> _About this exercise_
Scan the data below and pick out the lines containing the word "header".

START Given data

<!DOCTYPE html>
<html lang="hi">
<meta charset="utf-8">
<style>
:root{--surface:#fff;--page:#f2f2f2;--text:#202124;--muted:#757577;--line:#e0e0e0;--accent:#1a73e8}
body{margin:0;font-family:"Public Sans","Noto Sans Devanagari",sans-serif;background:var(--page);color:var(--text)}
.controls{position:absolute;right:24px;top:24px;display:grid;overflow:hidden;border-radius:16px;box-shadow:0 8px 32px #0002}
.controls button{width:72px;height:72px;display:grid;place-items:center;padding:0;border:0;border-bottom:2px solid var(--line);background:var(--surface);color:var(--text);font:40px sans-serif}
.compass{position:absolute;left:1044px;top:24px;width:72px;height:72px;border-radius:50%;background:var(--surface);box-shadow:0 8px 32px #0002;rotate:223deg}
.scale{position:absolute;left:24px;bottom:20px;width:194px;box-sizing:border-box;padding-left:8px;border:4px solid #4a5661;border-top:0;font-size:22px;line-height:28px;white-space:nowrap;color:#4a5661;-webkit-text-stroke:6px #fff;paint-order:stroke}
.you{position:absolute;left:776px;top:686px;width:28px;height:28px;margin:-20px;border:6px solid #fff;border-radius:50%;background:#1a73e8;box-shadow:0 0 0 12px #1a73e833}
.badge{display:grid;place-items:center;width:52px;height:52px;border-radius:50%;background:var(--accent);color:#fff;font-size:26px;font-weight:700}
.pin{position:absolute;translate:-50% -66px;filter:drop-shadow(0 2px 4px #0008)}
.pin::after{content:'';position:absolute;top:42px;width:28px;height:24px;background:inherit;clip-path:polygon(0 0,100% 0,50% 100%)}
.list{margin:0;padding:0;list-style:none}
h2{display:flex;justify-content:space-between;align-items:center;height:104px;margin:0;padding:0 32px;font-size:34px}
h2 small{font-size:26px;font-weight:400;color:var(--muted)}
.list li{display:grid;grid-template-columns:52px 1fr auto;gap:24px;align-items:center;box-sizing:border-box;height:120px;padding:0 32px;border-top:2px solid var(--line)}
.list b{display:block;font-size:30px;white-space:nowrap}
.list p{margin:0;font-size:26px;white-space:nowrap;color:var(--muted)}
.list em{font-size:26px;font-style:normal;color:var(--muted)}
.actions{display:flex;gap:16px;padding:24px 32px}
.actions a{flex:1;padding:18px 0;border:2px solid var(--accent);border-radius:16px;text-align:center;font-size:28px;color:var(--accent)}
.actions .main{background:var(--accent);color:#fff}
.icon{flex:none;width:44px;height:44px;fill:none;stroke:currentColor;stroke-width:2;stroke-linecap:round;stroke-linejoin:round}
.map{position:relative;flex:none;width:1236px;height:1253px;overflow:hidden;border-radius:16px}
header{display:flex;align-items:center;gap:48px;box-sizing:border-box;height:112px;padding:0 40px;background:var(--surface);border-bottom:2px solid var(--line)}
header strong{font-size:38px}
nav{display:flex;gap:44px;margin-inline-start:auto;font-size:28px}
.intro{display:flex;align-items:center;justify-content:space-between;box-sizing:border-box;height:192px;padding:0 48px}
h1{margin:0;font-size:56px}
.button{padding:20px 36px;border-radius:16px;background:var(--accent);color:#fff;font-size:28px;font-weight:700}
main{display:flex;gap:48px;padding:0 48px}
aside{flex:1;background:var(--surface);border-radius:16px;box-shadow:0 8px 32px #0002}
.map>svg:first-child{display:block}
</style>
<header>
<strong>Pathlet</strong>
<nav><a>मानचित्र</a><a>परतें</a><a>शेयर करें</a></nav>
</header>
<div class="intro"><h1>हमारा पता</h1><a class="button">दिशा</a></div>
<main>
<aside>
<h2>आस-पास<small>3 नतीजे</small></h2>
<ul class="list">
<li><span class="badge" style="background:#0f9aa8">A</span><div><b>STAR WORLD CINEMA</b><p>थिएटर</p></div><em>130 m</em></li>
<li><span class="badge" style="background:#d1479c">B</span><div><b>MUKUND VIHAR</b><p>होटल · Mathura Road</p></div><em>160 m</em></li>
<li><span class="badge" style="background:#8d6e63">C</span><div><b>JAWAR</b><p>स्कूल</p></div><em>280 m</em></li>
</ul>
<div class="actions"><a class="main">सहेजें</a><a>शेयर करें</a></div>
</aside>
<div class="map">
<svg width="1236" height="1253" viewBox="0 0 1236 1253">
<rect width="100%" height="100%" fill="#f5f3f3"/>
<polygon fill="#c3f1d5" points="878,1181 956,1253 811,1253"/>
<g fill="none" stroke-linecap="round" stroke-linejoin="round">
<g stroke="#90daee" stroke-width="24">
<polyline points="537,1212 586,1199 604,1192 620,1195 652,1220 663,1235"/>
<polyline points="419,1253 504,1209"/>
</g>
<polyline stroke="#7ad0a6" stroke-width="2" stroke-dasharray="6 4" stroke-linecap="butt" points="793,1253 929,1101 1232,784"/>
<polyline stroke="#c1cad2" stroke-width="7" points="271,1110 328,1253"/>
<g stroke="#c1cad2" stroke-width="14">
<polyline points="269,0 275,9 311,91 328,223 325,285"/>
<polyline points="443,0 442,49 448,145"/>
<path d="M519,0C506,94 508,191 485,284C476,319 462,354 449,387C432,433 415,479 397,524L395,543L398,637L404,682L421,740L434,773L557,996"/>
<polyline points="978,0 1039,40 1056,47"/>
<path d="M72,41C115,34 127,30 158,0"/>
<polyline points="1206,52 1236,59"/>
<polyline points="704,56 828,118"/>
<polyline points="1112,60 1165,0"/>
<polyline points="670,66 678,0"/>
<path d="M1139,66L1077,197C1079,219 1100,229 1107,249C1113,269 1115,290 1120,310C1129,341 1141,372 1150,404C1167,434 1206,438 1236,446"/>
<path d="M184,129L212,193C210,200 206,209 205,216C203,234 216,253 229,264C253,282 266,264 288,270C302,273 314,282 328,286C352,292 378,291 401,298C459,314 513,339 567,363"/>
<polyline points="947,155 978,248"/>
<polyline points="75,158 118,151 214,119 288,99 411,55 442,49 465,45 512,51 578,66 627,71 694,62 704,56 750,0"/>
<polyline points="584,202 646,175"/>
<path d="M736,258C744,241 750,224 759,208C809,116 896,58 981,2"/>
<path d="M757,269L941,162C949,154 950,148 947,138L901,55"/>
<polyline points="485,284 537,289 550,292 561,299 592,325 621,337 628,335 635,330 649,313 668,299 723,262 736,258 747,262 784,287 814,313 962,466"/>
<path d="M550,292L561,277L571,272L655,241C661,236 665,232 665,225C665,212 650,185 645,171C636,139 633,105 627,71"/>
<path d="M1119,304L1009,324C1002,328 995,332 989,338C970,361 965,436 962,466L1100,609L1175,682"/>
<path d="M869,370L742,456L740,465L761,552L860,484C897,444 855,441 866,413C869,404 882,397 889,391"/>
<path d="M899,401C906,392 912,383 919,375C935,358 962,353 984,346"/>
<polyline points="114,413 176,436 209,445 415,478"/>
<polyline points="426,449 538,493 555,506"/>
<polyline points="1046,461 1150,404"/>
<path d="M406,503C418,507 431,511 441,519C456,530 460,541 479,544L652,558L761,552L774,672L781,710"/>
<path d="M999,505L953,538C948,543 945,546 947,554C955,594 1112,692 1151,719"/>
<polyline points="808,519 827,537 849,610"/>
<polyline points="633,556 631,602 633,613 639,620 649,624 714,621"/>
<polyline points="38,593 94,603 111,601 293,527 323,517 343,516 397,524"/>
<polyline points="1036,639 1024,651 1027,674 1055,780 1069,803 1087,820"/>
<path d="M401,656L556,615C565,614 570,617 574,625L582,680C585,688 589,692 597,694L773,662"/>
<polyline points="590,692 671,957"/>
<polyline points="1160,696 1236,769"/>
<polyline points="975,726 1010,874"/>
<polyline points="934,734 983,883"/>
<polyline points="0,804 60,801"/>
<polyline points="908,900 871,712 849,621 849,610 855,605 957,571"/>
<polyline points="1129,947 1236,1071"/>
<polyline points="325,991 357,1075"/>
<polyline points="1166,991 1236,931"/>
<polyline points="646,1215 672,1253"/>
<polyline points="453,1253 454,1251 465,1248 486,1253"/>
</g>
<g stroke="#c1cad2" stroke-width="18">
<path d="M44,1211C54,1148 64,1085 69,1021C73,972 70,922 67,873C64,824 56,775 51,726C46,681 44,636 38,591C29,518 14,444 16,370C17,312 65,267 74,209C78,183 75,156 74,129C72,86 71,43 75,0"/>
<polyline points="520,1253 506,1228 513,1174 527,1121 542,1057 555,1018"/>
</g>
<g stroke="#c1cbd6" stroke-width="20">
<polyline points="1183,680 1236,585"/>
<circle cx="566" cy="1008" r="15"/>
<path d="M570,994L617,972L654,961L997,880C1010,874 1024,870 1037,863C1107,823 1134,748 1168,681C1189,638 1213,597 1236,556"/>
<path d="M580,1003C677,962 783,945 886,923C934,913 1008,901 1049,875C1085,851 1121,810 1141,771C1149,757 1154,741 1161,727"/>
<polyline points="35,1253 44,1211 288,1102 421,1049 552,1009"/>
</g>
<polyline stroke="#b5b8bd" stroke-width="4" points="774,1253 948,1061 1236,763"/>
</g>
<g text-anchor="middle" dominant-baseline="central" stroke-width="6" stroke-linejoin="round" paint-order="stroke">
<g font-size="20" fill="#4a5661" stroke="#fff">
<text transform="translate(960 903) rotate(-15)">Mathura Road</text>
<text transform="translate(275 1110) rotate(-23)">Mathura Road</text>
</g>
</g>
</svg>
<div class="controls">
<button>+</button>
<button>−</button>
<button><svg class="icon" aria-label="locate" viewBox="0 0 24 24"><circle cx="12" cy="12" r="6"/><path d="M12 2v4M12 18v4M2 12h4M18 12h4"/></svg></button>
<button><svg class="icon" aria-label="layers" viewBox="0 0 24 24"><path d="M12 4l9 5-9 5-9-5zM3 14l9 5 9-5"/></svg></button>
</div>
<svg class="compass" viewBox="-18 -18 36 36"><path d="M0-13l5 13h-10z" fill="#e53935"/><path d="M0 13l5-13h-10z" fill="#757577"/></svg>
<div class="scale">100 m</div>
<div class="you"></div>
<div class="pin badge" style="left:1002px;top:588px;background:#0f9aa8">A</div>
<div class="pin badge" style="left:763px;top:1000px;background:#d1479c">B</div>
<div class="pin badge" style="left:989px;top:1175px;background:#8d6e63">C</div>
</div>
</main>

END Given data

> _Answer space_
header{display:flex;align-items:center;gap:48px;box-sizing:border-box;height:112px;padding:0 40px;background:var(--surface);border-bottom:2px solid var(--line)}
header strong{font-size:38px}
<header>
</header>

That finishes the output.